Comme le souligne le FMI dans son rapport de février 2014, « le Burkina Faso a un solide bilan en matière d’appropriation et d’exécution de son programme » [9]. Le pays a signé son premier plan d’ajustement structurel en 1991 (bien après la plupart des pays subsahariens qui ont appliqué des PAS dès les années 80) et a souscrit en 1996 à l’initiative PPTE (Pays Pauvres Très Endettés) lancée par le FMI et la Banque mondiale. Cette initiative visait à « ramener à un niveau soutenable la charge de l’endettement extérieur des pays pauvres les plus lourdement endettés » [10] à travers la mise en place de réformes structurelles. Après avoir atteint le point d’achèvement en novembre 2003, le Burkina Faso a enchaîné en 2005 avec l’IADM (l’Initiative d’Allègement de la Dette Multilatérale menée par le FMI, la Banque mondiale et le Fonds africain de développement) pour « accélérer les progrès vers la réalisation des Objectifs du Millénaire pour le développement (OMD) des Nations Unies » [11]. Depuis 2010, le Burkina Faso suit un programme économique appuyé par l’accord triennal de la Facilité Élargie de Crédit (FEC) du FMI. Dans ce cadre, le 27 décembre 2013, le Conseil d’administration du FMI a approuvé un nouvel accord triennal d’un montant de 41,6 millions de dollars US. Chaque plan ou programme conclu avec le FMI a été conditionné à la mise en place de réformes politiques et économiques contraires aux intérêts de la population. Les dettes contractées dans le cadre de ces accords sont illégitimes et ne doivent pas être remboursées.

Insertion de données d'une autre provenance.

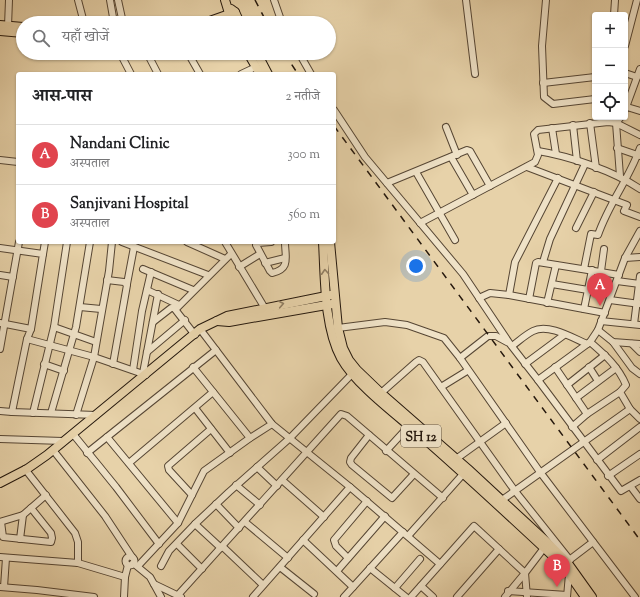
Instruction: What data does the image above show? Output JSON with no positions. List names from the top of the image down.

Le Burkina Faso est un des pays les plus pauvres de la planète. Plus de 44% de la population « vit » en dessous du seuil de pauvreté (1,25 dollar par jour) dont la moitié survit au quotidien avec moins de 50 cents. Cette situation d’extrême pauvreté engendre une violation permanente des droits humains fondamentaux. En 2012, le service de la dette (remboursement du capital et des intérêts) a représenté 141,08 millions d’euros et a mobilisé 7,6% des recettes budgétaires alors que 6,2% du PIB était attribué aux dépenses de santé [12]. Les États sont tenus de respecter les textes internationaux protégeant les droits humains et cette obligation de respecter, protéger et de promouvoir les droits humains prime sur tout autre accord. Ainsi, le Burkina Faso pourrait refuser de rembourser ses créanciers en invoquant la suprématie des droits fondamentaux et en allouant les sommes prévues au remboursement de la dette à des dépenses sociales.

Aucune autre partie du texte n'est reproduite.